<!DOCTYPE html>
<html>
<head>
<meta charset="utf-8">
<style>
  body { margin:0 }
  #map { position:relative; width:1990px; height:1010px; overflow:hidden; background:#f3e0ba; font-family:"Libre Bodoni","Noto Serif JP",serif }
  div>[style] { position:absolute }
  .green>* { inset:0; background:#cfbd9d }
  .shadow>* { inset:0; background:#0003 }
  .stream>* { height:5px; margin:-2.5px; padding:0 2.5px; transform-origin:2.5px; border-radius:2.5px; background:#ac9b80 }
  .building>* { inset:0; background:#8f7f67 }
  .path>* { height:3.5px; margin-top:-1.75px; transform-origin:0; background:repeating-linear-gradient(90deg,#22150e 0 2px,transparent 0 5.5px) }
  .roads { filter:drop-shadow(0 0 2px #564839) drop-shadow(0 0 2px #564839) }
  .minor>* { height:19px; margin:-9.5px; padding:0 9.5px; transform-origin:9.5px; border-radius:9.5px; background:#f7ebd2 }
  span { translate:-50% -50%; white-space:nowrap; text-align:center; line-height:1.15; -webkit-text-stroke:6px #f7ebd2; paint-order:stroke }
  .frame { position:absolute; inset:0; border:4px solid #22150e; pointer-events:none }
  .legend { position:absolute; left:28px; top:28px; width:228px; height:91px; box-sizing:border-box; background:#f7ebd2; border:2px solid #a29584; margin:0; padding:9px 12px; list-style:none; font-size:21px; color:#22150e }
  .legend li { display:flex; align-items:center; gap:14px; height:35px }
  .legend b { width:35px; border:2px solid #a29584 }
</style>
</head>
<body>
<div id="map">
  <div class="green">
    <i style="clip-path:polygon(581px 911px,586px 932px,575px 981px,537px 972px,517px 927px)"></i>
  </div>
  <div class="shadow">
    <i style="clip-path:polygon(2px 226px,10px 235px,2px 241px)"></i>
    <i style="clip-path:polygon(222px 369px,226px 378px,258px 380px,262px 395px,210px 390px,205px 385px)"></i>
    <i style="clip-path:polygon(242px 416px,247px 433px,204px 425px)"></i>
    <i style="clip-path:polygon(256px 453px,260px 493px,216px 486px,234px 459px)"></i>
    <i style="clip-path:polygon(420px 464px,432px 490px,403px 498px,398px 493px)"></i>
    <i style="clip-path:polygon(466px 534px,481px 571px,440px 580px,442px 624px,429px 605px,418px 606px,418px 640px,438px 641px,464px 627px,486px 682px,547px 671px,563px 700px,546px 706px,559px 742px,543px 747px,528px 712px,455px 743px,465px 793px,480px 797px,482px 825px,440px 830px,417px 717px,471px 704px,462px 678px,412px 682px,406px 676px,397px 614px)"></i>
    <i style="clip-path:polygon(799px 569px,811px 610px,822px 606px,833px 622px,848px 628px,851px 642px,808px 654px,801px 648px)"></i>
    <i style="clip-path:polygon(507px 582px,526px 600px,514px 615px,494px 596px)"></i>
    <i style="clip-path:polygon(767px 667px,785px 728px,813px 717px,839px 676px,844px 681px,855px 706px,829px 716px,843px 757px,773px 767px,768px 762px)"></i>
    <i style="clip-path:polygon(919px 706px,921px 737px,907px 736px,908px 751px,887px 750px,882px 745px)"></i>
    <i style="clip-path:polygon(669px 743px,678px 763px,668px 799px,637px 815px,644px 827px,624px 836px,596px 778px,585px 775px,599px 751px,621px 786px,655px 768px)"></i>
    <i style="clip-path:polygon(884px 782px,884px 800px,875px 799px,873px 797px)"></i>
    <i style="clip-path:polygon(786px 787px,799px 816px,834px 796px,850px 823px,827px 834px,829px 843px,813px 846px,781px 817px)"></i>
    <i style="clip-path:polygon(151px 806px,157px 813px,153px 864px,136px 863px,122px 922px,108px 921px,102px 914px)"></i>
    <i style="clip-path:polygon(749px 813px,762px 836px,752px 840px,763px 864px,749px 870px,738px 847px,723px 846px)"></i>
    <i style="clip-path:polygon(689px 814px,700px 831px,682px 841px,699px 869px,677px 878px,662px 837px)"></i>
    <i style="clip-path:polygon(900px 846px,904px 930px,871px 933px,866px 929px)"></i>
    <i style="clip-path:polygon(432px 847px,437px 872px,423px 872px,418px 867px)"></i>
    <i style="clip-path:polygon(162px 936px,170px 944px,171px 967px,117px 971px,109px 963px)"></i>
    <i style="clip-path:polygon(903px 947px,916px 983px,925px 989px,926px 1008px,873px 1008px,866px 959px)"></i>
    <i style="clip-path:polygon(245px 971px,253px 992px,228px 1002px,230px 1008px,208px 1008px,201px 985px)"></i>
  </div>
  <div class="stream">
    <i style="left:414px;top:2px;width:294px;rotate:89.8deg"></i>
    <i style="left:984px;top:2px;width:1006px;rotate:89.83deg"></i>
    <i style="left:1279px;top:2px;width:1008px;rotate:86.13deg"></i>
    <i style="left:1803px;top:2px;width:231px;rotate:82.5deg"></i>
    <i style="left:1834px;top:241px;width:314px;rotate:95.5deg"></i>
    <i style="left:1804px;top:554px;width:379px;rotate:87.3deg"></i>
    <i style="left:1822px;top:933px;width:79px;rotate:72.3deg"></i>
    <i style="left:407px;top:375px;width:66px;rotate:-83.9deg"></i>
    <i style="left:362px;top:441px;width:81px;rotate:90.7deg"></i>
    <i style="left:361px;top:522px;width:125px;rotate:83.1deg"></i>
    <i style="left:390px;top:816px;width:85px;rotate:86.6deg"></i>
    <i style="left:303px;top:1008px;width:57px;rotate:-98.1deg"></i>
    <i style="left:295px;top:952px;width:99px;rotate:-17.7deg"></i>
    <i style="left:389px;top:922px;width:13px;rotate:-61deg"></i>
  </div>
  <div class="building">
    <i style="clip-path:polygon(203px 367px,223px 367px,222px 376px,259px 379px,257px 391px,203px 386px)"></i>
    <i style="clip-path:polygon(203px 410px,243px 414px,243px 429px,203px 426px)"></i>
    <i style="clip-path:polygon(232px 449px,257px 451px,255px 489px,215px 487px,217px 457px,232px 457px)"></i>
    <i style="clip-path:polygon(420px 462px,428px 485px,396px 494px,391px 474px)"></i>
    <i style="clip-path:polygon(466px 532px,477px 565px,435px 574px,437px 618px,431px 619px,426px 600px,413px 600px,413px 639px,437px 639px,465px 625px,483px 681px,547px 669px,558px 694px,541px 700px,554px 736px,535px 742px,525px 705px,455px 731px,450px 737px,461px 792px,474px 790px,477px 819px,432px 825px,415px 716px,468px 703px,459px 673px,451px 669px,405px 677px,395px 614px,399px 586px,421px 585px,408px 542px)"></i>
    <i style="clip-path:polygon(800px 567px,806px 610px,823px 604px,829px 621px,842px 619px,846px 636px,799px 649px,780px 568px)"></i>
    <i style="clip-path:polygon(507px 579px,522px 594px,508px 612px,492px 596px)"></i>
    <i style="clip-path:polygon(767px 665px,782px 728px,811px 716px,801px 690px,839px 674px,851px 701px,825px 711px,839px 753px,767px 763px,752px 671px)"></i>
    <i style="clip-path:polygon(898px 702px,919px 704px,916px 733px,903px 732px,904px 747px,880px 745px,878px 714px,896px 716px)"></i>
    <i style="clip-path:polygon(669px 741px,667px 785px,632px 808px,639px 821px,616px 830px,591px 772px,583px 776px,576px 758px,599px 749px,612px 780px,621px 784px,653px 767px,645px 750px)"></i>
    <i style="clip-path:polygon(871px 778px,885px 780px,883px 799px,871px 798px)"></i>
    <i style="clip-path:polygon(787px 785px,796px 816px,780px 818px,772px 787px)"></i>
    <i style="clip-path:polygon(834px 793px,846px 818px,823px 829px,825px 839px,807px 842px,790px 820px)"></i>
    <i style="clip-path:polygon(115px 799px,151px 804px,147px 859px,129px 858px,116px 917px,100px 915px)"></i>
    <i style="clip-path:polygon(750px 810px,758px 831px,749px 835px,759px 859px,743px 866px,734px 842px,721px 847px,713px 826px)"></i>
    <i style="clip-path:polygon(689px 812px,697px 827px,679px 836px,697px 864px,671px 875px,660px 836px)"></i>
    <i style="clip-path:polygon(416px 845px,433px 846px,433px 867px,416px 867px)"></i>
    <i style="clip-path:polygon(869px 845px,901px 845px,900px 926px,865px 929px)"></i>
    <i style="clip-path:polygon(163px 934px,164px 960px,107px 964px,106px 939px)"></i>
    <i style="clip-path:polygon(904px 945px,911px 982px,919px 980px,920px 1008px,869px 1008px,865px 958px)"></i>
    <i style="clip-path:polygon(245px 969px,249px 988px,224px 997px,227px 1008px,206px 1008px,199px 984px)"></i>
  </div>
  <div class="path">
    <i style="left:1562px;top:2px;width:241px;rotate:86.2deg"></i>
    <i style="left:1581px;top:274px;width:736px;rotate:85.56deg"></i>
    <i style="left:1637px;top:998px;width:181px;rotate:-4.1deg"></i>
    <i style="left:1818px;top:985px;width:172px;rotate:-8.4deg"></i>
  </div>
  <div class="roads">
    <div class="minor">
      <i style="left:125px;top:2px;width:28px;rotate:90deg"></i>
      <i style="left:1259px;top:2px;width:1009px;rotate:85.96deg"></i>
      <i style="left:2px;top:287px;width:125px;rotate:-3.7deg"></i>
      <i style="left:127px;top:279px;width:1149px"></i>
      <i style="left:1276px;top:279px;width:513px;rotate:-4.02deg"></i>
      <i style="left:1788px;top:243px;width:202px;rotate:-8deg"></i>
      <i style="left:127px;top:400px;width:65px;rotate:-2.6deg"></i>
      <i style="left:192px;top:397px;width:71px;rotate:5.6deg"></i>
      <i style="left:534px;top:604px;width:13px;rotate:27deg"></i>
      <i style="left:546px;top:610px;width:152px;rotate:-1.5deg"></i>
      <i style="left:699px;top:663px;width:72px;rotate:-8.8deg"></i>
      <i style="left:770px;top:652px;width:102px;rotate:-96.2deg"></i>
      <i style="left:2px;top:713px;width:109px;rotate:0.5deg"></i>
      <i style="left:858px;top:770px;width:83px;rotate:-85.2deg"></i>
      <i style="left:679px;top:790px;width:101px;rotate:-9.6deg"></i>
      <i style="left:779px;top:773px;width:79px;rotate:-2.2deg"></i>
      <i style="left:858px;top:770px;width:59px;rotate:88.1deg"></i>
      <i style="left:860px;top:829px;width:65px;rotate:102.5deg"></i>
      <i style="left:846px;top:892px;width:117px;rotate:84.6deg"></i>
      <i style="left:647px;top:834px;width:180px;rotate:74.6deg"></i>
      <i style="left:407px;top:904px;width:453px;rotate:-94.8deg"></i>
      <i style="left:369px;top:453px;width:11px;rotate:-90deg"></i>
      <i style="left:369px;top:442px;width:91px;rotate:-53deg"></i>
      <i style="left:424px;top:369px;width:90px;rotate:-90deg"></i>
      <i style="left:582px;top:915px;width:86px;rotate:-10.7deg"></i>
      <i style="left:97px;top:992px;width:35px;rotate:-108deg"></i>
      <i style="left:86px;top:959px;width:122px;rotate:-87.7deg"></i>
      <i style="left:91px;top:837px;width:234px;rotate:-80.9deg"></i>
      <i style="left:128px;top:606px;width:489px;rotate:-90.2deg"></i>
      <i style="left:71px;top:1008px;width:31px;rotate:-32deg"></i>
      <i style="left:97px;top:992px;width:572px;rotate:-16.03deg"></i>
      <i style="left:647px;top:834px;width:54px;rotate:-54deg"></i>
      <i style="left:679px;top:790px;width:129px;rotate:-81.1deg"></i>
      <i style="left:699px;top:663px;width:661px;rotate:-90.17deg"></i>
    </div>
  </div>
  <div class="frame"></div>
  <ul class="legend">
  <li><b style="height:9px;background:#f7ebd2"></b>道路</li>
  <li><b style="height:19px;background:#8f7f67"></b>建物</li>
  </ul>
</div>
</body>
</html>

__What is expected__. Please copy, word for word, every line from the first line of the records through the line containing "position:relative; width:1990px; height:1010px;", with both of those lines included and nothing else.

__Output of the exercise__.
<!DOCTYPE html>
<html>
<head>
<meta charset="utf-8">
<style>
  body { margin:0 }
  #map { position:relative; width:1990px; height:1010px; overflow:hidden; background:#f3e0ba; font-family:"Libre Bodoni","Noto Serif JP",serif }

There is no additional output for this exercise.